#### [Description of the task]
Starting from the line with "Parse the map" and going up to and including the line with "Input: one rendered", copy the listing below exactly. Leave all images out.

#### [Provided records]
<<<<
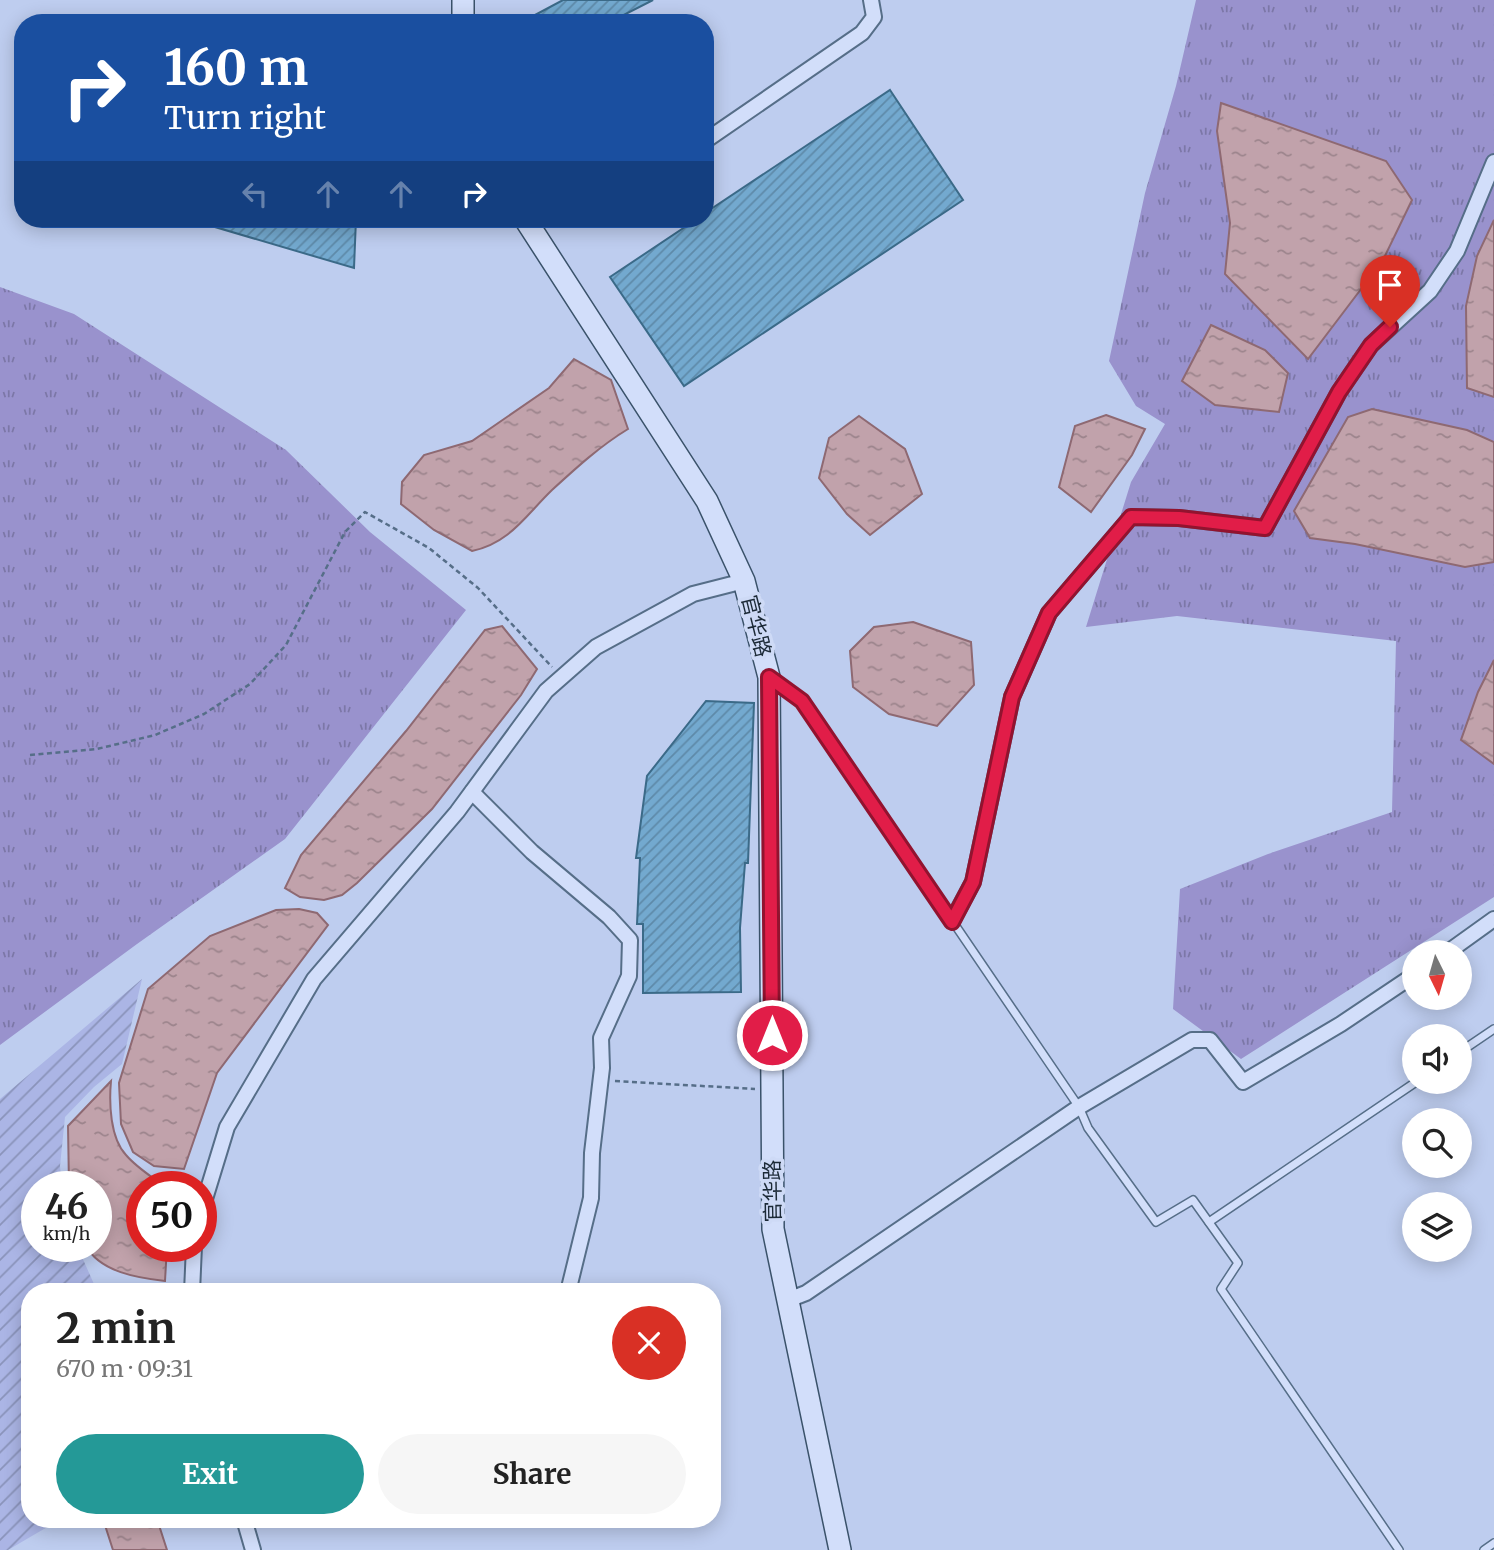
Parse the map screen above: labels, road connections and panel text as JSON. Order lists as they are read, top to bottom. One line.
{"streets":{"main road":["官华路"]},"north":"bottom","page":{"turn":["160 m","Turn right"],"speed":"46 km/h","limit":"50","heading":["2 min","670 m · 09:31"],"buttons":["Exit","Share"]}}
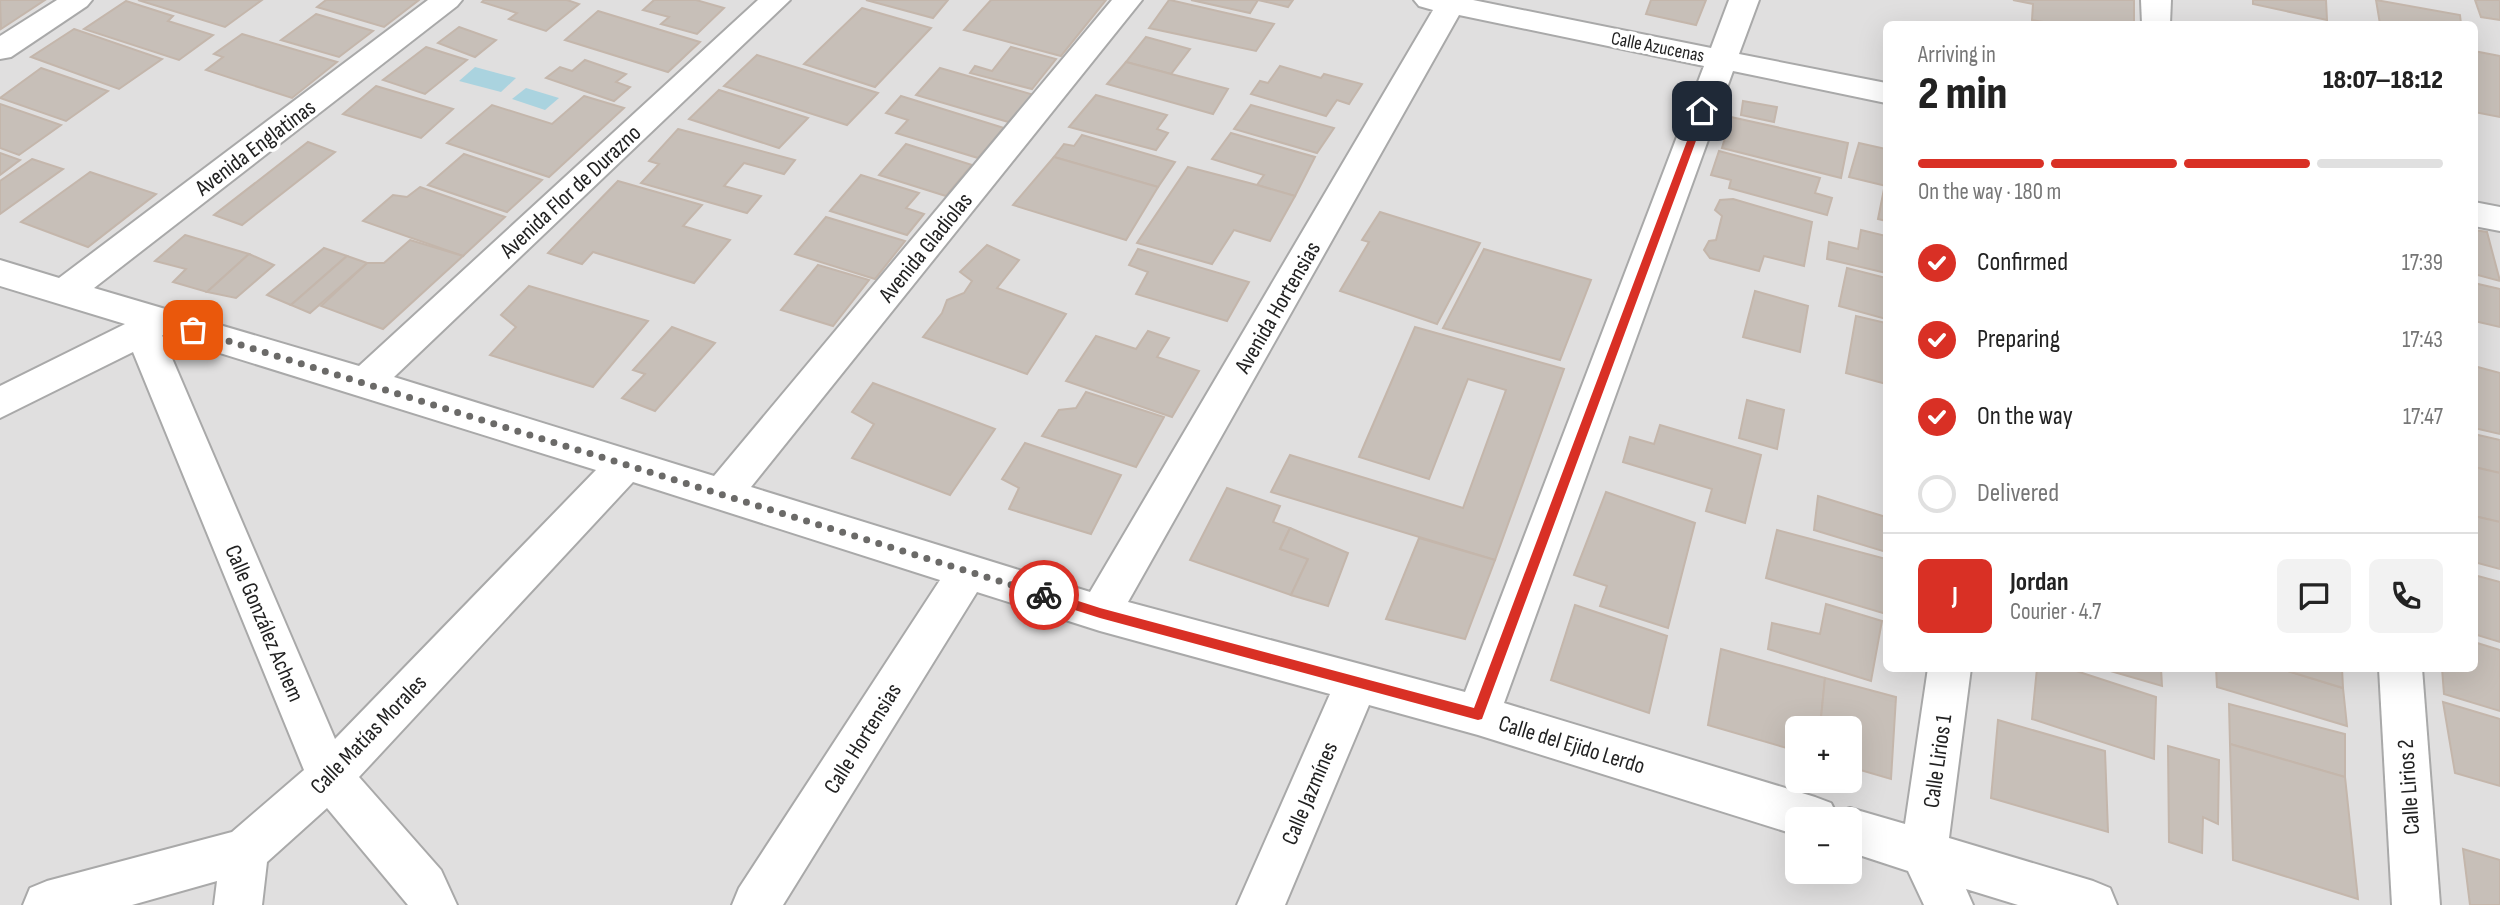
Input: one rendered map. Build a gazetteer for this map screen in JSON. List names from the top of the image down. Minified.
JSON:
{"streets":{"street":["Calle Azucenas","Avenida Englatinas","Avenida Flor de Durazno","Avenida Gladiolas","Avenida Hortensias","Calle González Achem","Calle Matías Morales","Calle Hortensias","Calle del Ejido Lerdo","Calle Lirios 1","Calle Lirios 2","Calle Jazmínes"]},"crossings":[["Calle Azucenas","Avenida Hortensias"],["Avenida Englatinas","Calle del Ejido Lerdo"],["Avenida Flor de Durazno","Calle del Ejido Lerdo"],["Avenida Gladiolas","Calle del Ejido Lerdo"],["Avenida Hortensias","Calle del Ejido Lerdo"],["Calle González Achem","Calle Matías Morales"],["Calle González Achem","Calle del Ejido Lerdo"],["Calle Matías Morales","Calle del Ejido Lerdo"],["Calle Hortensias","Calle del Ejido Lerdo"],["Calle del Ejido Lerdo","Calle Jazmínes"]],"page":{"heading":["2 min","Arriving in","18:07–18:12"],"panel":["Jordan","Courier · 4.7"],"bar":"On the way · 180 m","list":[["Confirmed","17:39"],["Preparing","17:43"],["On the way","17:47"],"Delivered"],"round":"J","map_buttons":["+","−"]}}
>>>>
<<<<
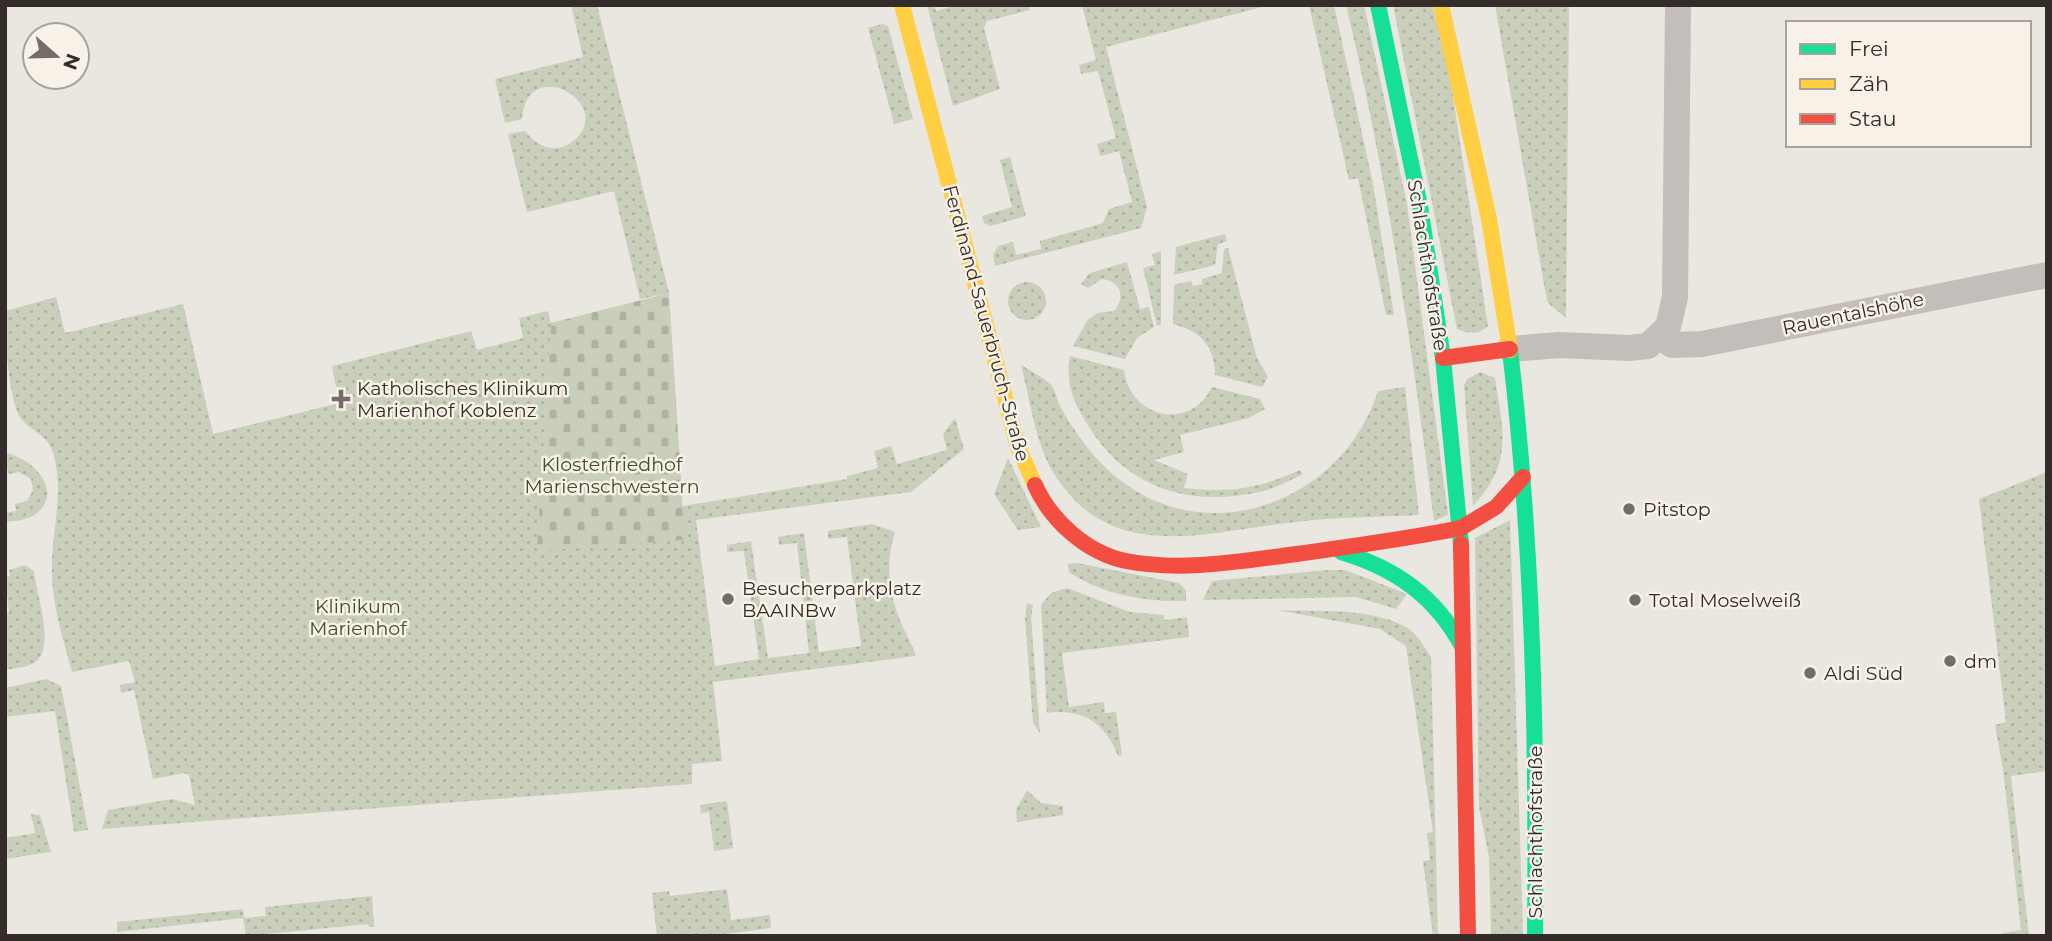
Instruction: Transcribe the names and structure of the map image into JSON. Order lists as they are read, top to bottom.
>>>>
#### [Task result]
Parse the map screen above: labels, road connections and panel text as JSON. Order lists as they are read, top to bottom. One line.
{"streets":{"main road":["官华路"]},"north":"bottom","page":{"turn":["160 m","Turn right"],"speed":"46 km/h","limit":"50","heading":["2 min","670 m · 09:31"],"buttons":["Exit","Share"]}}
Input: one rendered map. Build a gazetteer for this map screen in JSON. List names from the top of the image down. Minified.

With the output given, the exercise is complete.